Mientras se siguen de cerca las cifras de vacunados para alcanzar el ansiado 100 por 100, crece la posibilidad de que tras el fin de la alarma llegue la judicialización de las restricciones que adopten las autonomías por la emergencia sanitaria. La estupefacción general se hará patente si el recurso ante los tribunales se convierte en el pan de cada día. La inseguridad de los ciudadanos aumentará, al igual que para determinados sectores económicos. El cierre de la etapa estatal en el control de la pandemia eleva el protagonismo de los consejos de gobierno y los parlamentos autonómicos, que deben consensuar al máximo sus disposiciones legales y evitar que el fin del estado de alarma provoque una verdadera jauría en pos de los intereses sectoriales. La salud y el bienestar de las personas debe anteponerse a la estrategia partidista y al egoísmo de algunos ámbitos empresariales.

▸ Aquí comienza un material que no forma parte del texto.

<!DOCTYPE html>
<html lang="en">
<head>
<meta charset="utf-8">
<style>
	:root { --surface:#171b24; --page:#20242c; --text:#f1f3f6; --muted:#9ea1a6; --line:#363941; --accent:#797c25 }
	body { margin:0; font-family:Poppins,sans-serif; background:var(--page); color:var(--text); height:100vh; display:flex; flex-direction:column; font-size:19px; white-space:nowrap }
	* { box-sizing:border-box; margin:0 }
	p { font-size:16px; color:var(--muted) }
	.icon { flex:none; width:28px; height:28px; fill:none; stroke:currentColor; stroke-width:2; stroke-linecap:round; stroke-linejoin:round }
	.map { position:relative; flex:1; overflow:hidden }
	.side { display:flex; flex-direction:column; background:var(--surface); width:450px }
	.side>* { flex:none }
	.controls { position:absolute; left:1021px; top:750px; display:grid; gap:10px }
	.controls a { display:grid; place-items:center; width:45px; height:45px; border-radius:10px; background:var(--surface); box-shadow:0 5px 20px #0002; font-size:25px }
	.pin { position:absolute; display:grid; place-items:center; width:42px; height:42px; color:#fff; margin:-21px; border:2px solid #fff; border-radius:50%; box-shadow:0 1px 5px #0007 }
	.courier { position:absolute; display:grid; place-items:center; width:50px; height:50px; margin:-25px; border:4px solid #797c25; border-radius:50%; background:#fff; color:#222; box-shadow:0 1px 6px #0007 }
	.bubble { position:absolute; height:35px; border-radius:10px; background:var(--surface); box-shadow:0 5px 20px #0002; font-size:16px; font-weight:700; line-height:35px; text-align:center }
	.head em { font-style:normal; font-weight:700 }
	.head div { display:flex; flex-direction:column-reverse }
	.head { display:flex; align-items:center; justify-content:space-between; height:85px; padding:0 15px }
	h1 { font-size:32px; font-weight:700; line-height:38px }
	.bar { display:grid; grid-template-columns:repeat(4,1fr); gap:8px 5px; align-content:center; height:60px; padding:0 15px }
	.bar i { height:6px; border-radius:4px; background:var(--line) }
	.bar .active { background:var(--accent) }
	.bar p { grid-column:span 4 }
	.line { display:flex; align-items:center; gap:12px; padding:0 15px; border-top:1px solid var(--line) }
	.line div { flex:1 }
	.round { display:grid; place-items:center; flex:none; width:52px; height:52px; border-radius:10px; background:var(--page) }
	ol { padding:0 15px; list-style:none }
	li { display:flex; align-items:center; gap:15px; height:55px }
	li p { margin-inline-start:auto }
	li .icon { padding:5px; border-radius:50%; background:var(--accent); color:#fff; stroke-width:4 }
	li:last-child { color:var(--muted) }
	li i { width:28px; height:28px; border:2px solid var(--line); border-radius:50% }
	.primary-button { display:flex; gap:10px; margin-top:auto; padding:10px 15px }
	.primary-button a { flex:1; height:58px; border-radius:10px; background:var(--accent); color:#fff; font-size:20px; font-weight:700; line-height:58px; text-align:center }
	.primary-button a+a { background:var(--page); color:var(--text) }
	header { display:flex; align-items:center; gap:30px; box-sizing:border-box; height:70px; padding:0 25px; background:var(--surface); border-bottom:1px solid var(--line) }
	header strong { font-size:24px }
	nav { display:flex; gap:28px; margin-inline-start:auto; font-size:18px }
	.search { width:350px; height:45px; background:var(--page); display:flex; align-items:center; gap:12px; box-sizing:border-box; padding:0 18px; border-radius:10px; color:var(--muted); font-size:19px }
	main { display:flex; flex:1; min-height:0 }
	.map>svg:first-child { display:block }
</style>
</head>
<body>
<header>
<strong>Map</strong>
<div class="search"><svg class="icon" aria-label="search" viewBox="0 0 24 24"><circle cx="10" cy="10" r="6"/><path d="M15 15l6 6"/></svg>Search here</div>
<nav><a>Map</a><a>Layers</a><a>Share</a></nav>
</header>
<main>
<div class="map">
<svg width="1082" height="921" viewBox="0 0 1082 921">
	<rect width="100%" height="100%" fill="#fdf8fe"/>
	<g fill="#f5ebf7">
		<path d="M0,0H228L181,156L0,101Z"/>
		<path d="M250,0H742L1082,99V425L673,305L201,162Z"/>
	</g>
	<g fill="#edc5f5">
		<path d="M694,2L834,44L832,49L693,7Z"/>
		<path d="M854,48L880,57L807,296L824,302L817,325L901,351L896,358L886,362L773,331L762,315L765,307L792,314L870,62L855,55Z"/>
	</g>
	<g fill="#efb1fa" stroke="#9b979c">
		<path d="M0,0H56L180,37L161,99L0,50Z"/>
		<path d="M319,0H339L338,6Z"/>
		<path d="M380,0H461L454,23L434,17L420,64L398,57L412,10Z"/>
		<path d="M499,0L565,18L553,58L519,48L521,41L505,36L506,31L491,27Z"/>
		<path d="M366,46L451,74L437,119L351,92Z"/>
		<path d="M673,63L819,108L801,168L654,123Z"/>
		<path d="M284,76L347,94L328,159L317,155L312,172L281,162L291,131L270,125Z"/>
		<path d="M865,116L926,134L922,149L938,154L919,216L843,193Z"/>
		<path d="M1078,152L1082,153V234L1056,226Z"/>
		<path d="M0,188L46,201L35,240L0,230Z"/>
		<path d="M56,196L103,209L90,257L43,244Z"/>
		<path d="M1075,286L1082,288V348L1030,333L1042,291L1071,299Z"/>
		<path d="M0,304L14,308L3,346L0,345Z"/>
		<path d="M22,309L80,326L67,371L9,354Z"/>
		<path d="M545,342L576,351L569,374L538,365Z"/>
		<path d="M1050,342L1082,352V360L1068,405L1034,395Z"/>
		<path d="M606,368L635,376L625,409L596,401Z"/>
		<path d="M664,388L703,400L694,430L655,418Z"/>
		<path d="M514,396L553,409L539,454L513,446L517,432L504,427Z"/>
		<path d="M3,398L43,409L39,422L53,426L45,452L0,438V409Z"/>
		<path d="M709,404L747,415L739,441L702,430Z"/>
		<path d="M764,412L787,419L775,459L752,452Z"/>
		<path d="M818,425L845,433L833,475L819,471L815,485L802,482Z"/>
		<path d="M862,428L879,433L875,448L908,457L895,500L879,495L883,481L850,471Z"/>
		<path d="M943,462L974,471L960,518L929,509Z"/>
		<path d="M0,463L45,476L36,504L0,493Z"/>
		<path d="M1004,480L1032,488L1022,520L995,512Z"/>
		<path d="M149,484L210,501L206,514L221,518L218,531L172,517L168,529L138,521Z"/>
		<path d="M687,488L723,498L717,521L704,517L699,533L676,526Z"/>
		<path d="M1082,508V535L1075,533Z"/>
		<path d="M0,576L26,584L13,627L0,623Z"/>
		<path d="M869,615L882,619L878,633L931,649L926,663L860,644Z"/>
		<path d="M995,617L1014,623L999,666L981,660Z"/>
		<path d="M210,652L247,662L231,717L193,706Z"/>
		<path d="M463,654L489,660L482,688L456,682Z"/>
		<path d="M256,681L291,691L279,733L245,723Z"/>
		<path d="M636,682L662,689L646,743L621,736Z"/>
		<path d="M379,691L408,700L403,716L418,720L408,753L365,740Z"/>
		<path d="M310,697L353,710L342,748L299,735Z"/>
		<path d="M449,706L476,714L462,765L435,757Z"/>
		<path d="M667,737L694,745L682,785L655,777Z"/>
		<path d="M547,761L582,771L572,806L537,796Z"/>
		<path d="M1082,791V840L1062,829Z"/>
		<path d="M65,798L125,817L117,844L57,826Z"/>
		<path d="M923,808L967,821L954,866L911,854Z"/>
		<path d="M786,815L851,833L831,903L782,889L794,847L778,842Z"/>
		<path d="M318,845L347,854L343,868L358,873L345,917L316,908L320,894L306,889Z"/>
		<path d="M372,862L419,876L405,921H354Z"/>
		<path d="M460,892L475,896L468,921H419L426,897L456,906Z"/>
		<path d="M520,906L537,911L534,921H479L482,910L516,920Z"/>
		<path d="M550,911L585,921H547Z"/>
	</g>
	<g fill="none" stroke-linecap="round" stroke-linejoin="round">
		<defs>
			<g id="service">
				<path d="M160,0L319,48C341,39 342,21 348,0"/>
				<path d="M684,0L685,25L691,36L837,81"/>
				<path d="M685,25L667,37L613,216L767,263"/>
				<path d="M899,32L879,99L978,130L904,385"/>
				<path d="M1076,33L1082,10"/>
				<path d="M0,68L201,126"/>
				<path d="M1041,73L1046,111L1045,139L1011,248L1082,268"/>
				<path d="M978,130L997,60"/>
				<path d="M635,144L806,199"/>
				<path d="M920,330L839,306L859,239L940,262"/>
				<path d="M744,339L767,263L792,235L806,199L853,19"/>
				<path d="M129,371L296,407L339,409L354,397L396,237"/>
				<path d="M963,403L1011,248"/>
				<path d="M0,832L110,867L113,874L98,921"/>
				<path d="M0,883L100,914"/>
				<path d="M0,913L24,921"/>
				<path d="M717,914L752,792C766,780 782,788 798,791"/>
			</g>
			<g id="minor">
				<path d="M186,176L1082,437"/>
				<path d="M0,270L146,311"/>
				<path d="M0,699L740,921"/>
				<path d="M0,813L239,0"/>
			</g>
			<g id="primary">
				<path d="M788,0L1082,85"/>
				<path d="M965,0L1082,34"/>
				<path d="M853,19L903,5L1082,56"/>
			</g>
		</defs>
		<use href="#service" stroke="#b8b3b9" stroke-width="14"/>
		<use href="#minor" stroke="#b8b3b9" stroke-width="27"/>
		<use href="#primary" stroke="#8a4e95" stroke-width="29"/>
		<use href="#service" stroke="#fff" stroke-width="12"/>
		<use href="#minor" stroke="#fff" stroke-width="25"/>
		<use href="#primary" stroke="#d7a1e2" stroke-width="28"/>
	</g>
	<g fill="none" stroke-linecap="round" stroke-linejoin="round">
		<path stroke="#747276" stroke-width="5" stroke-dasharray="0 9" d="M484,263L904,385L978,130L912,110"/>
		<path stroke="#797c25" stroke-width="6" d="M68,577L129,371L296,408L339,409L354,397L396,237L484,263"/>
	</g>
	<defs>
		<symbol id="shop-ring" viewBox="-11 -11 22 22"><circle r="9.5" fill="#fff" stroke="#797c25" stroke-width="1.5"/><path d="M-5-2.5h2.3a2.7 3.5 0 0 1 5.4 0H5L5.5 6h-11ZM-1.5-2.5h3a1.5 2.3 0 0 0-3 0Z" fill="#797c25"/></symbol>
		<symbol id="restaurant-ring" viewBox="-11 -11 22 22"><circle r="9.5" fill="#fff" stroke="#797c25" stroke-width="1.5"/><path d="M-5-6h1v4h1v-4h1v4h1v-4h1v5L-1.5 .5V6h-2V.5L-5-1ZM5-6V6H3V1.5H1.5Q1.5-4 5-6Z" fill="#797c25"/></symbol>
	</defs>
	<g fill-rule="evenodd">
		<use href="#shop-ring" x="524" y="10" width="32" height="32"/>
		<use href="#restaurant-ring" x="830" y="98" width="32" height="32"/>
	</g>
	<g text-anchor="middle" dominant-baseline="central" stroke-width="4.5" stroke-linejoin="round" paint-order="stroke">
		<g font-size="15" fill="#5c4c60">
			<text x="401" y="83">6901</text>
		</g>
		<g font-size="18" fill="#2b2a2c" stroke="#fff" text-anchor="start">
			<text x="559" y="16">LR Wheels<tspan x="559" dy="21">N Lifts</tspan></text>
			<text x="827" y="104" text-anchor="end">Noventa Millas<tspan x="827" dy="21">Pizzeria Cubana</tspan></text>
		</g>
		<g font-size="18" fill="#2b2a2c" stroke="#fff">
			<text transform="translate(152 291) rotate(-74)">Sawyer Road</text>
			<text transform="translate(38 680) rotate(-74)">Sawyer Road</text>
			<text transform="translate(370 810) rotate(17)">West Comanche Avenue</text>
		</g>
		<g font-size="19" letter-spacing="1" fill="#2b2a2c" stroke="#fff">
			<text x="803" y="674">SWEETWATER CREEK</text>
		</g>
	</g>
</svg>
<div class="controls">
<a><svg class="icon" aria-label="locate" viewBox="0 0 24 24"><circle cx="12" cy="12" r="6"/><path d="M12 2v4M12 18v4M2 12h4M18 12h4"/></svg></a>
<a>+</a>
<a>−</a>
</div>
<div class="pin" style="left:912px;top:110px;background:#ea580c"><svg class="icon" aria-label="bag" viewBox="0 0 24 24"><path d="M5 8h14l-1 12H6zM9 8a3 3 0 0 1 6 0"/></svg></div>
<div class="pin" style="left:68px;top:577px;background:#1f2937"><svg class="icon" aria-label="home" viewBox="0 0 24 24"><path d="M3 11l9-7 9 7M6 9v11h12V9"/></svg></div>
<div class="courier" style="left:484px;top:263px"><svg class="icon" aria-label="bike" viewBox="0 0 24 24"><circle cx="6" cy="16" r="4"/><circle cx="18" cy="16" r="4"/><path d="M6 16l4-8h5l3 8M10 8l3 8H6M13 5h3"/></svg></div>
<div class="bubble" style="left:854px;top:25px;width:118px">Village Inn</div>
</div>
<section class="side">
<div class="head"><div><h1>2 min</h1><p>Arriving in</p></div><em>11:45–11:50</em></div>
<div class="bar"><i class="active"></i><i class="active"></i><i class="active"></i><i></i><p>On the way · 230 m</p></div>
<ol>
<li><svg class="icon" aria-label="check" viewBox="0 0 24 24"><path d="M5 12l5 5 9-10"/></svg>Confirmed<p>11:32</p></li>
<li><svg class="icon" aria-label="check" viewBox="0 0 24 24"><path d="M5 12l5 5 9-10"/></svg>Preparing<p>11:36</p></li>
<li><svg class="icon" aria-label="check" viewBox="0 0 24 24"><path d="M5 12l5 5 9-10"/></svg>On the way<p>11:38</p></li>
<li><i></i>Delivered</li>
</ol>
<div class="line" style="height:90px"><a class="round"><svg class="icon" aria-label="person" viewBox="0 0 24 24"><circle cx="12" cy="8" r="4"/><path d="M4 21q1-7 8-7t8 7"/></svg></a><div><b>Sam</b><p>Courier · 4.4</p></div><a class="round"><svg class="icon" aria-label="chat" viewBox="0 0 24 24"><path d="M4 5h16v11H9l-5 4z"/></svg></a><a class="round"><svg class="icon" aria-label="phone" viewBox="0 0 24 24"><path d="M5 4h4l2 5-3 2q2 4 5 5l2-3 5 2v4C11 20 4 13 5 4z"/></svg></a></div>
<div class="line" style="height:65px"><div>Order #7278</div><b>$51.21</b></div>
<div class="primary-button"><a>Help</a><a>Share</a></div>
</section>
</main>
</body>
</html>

La etapa que se abre no debe ser para la discordia ni la fanfarria política. Urge el fomento de la sociedad de los cuidados, la protección social y psicológica de los hombres y mujeres cuyas vidas han colapsado. Hace falta más que nunca la ejemplaridad sobre la que insiste el filósofo Javier Gomá. Sólo siendo cada uno ejemplares en lo que nos corresponde insuflaremos un empuje relevante a la posguerra de la pandemia, una encomienda que a simple vista parece fácil pero que el transcurso ha demostrado y demuestra que es compleja de alcanzar. Más allá de una transformación legal, el fin del estado de alarma no debe ser, como es obvio, un nuevo campo de batalla y de instrumentalización electoral, sino la apertura de un proceso de ayuda a las personas, que por una vez no deberían sentirse utilizadas ni manipuladas.